## HOW TO COMPLETE THIS TASK
Search each line below for "evenodd", then return the lines where it appears.

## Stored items
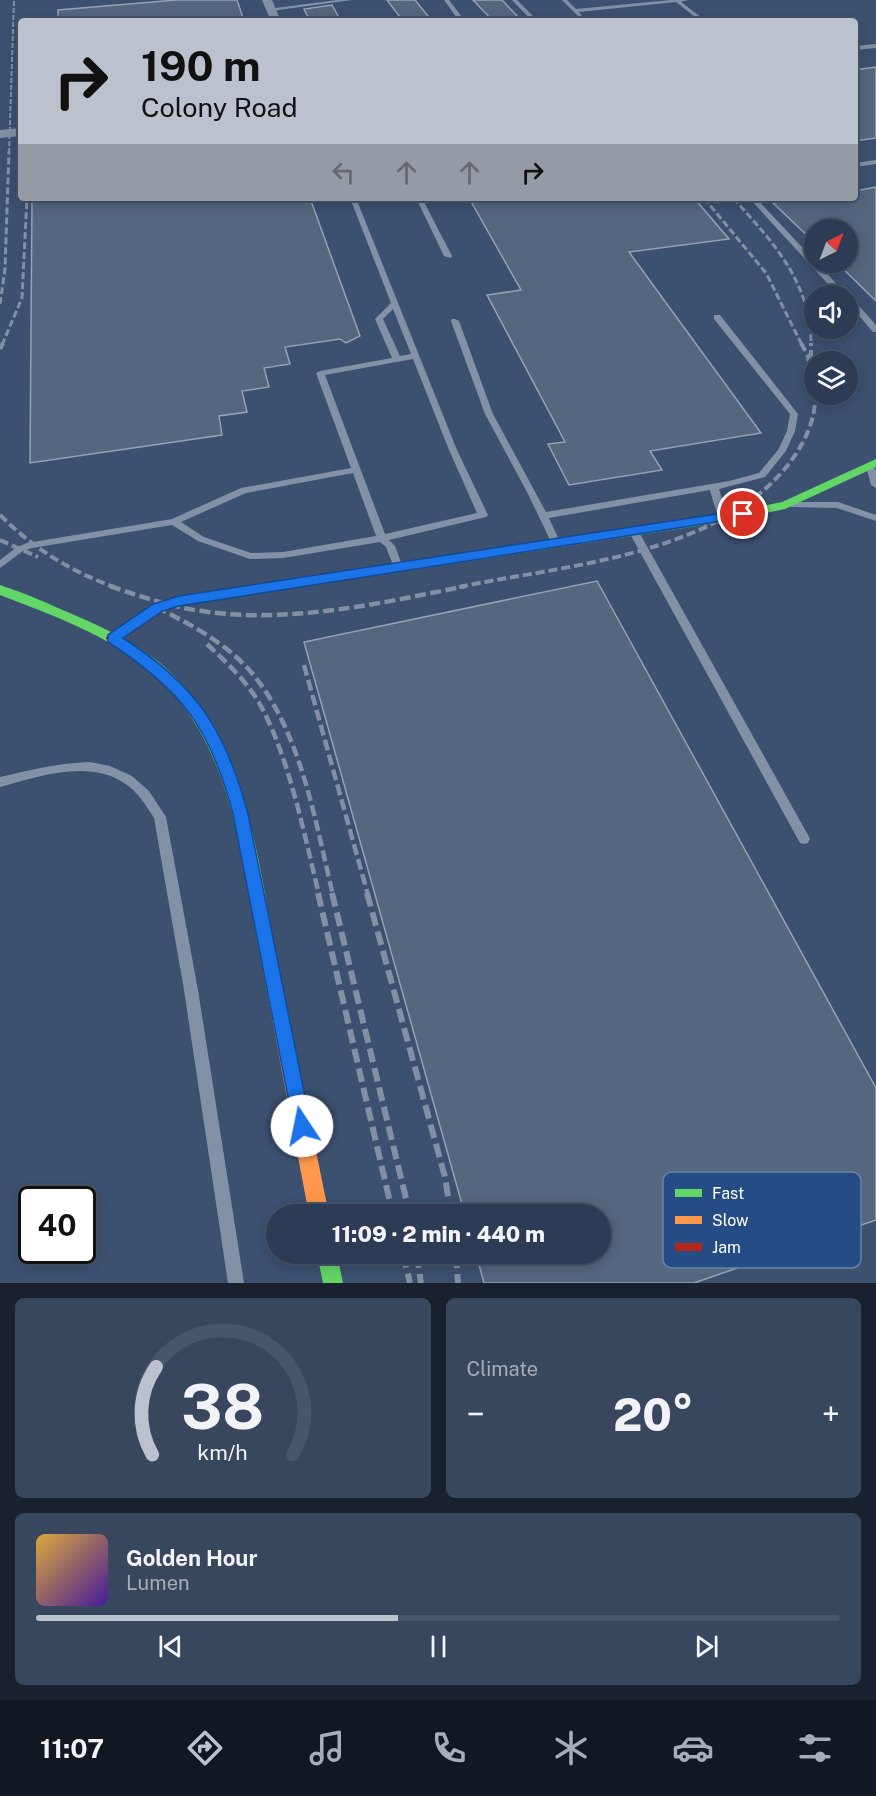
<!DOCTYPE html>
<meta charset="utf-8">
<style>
:root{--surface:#2d3c54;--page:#39475e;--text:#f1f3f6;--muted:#a7adb8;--line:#48566b;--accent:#bbc2cd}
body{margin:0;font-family:"Public Sans",sans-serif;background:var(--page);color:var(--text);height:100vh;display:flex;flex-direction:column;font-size:22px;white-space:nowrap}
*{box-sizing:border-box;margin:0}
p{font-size:20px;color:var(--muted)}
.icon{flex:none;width:33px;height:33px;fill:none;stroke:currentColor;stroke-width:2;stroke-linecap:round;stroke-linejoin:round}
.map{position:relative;height:1283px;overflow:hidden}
.sheet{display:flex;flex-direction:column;gap:15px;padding:15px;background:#19212e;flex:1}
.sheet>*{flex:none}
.banner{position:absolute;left:18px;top:18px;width:840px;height:183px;border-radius:6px;box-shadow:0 3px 15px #0003,0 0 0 2px var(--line);background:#bbc2cd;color:#111;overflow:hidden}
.needle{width:39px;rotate:42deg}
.tools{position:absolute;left:804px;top:219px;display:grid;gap:12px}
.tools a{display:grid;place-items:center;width:54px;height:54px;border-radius:50%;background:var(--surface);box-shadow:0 3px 15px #0003,0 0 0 2px var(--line);font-size:30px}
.speed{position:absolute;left:18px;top:1186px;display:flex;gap:12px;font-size:30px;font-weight:700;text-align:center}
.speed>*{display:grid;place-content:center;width:78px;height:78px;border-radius:50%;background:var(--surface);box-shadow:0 3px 15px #0003,0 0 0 2px var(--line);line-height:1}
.speed .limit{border:3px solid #111;border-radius:9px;background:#fff;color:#111}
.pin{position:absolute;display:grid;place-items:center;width:51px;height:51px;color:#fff;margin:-26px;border:3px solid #fff;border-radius:50%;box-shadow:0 2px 6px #0007}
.me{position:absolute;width:66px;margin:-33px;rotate:349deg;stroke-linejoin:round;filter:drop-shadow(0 0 4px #0008)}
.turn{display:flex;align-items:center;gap:21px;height:126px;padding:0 24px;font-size:27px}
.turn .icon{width:78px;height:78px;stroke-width:2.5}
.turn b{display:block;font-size:42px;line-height:51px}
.lanes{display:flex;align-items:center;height:57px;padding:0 24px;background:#0003;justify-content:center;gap:30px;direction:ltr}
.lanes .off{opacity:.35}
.big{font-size:45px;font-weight:800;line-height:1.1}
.sheet .card{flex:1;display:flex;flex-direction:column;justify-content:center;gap:9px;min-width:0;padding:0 21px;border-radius:9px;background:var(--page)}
.sheet .dial{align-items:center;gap:0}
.dial svg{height:156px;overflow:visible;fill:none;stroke:var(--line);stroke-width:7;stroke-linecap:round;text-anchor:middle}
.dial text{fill:var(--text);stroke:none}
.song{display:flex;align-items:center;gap:18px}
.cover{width:72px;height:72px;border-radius:9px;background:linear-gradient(135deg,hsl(40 70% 55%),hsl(260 70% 35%))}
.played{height:6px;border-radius:3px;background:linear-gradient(90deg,var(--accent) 45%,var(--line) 45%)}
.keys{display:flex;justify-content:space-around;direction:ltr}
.heat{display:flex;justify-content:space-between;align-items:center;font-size:33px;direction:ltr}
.sheet .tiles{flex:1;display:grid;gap:15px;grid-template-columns:1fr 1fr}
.card:last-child{grid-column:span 2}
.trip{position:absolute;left:266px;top:1204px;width:345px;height:60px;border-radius:30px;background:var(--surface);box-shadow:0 3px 15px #0003,0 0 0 2px var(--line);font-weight:800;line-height:60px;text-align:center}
.tab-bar{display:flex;height:96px;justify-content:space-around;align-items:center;background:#121822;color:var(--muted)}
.tab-bar .icon{width:42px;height:42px}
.tab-bar .on{color:var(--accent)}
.tab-bar b{font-size:27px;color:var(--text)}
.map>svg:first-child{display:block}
.building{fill:#55667f;stroke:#96a1b4;stroke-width:1.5}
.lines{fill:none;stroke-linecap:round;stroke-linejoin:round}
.lane{fill:#8291a6;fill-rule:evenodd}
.street{fill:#8291a6;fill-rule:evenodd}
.fast{fill:#63d668;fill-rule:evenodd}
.slow{fill:#ff974d;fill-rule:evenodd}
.jam{fill:#b3261e;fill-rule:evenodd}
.rail-far4{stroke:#8390a4;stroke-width:2;stroke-dasharray:5 2;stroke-linecap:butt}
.rail-far3{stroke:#8390a4;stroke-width:3;stroke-dasharray:7 3;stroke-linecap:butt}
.rail-far2{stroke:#8390a4;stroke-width:4;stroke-dasharray:9 4;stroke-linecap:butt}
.rail-far1{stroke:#8390a4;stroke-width:4.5;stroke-dasharray:11 4.5;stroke-linecap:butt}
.rail{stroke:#8390a4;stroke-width:6;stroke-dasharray:14 6;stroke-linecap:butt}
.route{fill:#1a73e8;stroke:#114b97;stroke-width:1.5}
.key{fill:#264c86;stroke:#6782aa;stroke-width:1.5}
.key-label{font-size:16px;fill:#fff}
</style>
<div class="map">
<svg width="876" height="1283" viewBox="0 0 876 1283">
<rect width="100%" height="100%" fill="#3c5070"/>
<g class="building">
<path d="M 176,0 L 237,0 L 244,21 L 58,21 L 58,10 Z"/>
<path d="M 387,0 L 415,0 L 432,21 L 403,21 Z"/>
<path d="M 473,0 L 502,0 L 522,21 L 493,21 Z"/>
<path d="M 332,5 L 341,21 L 310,21 L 304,9 Z"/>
<path d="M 876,67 L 876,138 L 855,141 L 855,70 Z"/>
<path d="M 876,187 L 876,301 L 836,262 L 848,262 L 848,230 L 814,230 L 814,242 L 773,203 L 804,198 L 855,198 L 855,191 Z"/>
<path d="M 32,198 L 310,198 L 360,336 L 346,343 L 340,339 L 285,347 L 290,364 L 264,368 L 269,387 L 242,391 L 247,412 L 219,416 L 222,435 L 30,463 Z"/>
<path d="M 469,198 L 694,198 L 729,239 L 629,252 L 761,433 L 650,451 L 662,470 L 569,485 L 548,444 L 565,442 L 487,295 L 521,290 Z"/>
<path d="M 597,581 L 876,1088 L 876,1220 L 694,1283 L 484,1283 L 476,1254 L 600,1254 L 600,1215 L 465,1215 L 304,642 Z"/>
</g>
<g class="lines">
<g class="lane">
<path d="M 337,0 L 352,0 L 271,11 L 268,9 Z"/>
<path d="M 444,0 L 449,0 L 465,21 L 459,21 Z"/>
<path d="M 512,0 L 517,0 L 538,21 L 532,21 Z"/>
<path d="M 562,0 L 567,0 L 576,9 L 671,0 L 688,0 L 681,2 L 706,21 L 698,20 L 673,21 L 695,17 L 676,2 L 579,12 L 585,21 L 579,21 L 579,17 Z"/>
<path d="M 752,18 L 750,21 L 727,21 L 730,19 Z"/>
<path d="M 876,44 L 876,48 L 855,50 L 855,46 Z"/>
<path d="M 876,160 L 876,164 L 855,167 L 855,163 Z"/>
<path d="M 350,198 L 356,198 L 457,450 L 488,515 L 486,517 L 389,540 L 395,546 L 403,568 L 398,571 L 395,570 L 386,547 L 380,542 L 283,558 L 250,559 L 198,541 L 172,525 L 32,548 L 23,551 L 0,568 L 0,560 L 17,547 L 27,543 L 172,519 L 241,488 L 351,468 L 316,373 L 320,371 L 392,358 L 375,319 L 391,303 ZM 393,309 L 411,354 L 400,356 L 383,319 ZM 413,359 L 449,450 L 477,513 L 385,534 L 325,375 ZM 353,473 L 376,536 L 283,552 L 251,553 L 204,537 L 181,522 L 246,493 Z"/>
<path d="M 416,198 L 422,198 L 452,256 L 451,258 L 444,256 Z"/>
<path d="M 749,198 L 756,198 L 814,260 L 814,262 L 817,262 L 847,296 L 839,296 Z"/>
<path d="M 848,297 L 851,297 L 876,325 L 876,332 L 873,332 L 848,303 Z"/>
<path d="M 714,315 L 720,315 L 798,414 L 795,431 L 786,451 L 765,477 L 719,489 L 728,518 L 726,520 L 720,520 L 718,518 L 710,490 L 549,518 L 561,544 L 559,546 L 553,546 L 528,494 L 485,414 L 451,321 L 452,319 L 455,319 L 459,321 L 493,414 L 546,512 L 729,481 L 759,473 L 778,450 L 787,431 L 790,414 L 714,319 Z"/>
<path d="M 870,463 L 873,464 L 876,471 L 876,488 L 871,485 L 866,466 Z"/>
<path d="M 794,502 L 838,502 L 876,515 L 876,521 L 837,508 L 791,507 L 789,505 Z"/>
<path d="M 634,529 L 639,532 L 808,835 L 810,839 L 808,843 L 804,844 L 800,843 L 629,532 Z"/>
<path d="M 90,762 L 110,766 L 132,776 L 149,791 L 166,817 L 198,990 L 244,1283 L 228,1283 L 184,990 L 154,818 C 146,805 137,791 124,783 C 88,759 38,777 0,787 L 0,777 C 30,770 59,763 90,762 Z"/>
</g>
<g class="street">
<path d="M 262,0 L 272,0 L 281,21 L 271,21 Z"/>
<path d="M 21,128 L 21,136 L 0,138 L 0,130 Z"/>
</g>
<g class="fast">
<path d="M 876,459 L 876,467 L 785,509 L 723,522 L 365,577 L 359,573 L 365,569 L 723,514 L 782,502 Z"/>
<path d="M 0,585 C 25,593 49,604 72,614 C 103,627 134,642 160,663 C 242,732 256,845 274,944 L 272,950 L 266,952 L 260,950 L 258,944 C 240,847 230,738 150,671 C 107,634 51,615 0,595 Z"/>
<path d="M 317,1254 L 337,1254 L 343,1283 L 323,1283 Z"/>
</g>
<path class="slow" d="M 266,936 L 272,938 L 274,944 L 329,1215 L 309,1215 L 258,944 L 260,938 Z"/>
<path class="jam" d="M 365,569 L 370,570 L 371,573 L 370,576 L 169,608 L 118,642 L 108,642 L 106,638 L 108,634 L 166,599 Z"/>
<path class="rail-far4" d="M 9,153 L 14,0"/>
<g class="rail-far3">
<path d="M 704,198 L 766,273 L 802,345"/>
<path d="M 733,198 C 773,242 811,282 811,345"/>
<path d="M 0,304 L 5,269 L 9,151"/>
<path d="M 2,345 L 22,298 L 27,198"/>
</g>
<g class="rail-far2">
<path d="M 801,343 L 808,356 L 814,394"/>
<path d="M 0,349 L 3,343"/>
<path d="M 811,359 L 811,343"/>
<path d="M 0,515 C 33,548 70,571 114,587"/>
<path d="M 0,540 L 38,557"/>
<path d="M 459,587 C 566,565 715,556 788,465 C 804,444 816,421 815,394"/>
</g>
<g class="rail-far1">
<path d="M 110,586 C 142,597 174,608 208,612 C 294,623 382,603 466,586"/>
<path d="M 156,607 C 184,621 211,635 234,655 C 298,710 314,817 333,895"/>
<path d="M 207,644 C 228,664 250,684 263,710 C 290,762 305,837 319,895"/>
<path d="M 304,665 L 368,895"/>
</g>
<g class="rail">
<path d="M 318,893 L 393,1215"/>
<path d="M 332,893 L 410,1215"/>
<path d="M 367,893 L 445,1177 L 451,1215"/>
<path d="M 403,1254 L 410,1283"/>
<path d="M 417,1254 L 421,1283"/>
<path d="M 456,1254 L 458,1283"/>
</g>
</g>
<path class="route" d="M 743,510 L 748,511 L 748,517 L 179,606 L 163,611 L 123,638 C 197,685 226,731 248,814 L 311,1126 L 309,1133 L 302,1135 L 295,1133 L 233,814 C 211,729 182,690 108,642 L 108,635 L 153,604 L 179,596 Z"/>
<rect x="663" y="1172" width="198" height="96" rx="9" class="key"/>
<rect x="675" y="1189" width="27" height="8" fill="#63d668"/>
<rect x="675" y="1216" width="27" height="8" fill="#ff974d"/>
<rect x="675" y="1243" width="27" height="8" fill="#b3261e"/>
<g class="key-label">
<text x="712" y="1199">Fast</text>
<text x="712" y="1226">Slow</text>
<text x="712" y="1253">Jam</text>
</g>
</svg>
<div class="tools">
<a><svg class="needle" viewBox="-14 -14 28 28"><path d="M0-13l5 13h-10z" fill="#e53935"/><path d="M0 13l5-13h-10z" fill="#a7adb8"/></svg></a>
<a><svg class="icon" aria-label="sound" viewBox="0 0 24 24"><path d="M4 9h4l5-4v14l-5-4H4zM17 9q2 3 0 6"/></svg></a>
<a><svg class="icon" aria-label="layers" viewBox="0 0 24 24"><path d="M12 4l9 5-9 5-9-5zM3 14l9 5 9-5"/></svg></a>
</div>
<div class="speed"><div class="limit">40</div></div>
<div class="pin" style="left:743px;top:514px;background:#d93025"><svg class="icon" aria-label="arrive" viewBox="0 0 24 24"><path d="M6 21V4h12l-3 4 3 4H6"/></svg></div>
<svg class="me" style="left:302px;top:1126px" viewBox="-20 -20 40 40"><circle r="19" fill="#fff"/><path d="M0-13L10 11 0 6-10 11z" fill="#1a73e8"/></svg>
<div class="trip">11:09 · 2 min · 440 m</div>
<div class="banner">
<div class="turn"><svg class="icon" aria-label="right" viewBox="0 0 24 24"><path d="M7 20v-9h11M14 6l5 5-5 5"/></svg><div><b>190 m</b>Colony Road</div></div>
<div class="lanes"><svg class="icon off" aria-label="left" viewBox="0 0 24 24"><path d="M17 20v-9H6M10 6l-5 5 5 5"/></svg><svg class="icon off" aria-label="ahead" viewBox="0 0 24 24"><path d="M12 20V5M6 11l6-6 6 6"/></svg><svg class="icon off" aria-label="ahead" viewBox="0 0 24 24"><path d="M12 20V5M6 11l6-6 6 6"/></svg><svg class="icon" aria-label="right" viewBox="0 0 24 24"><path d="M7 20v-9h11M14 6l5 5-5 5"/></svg></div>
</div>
</div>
<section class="sheet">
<div class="tiles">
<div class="card dial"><svg viewBox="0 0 100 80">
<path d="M14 69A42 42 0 1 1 86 69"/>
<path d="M14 69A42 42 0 0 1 16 24" stroke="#bbc2cd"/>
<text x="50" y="56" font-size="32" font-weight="700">38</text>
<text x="50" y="72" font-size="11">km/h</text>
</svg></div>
<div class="card"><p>Climate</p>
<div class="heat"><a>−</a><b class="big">20°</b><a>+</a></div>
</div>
<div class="card">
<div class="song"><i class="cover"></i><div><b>Golden Hour</b><p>Lumen</p></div></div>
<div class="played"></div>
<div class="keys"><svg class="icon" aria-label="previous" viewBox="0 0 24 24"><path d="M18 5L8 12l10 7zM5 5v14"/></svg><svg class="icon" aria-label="pause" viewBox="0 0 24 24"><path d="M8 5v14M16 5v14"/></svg><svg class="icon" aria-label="next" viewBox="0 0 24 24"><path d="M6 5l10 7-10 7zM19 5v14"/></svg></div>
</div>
</div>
</section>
<nav class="tab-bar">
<b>11:07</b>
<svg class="icon on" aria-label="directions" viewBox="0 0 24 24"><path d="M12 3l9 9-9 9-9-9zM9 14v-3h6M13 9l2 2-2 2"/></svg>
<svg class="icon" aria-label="music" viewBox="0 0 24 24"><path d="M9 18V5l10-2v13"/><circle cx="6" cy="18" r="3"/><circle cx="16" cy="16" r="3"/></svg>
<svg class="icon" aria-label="phone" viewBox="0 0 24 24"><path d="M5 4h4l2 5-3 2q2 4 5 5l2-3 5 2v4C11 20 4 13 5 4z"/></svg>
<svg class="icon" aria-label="climate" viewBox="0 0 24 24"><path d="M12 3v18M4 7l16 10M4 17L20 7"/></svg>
<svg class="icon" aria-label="car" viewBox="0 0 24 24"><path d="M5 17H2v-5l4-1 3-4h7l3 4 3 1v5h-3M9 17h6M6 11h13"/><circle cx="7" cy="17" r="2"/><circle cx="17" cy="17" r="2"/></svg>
<svg class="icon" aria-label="filters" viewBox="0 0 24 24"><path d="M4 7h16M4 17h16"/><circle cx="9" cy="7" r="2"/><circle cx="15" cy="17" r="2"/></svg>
</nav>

## ANSWER TO THIS EXERCISE
.lane{fill:#8291a6;fill-rule:evenodd}
.street{fill:#8291a6;fill-rule:evenodd}
.fast{fill:#63d668;fill-rule:evenodd}
.slow{fill:#ff974d;fill-rule:evenodd}
.jam{fill:#b3261e;fill-rule:evenodd}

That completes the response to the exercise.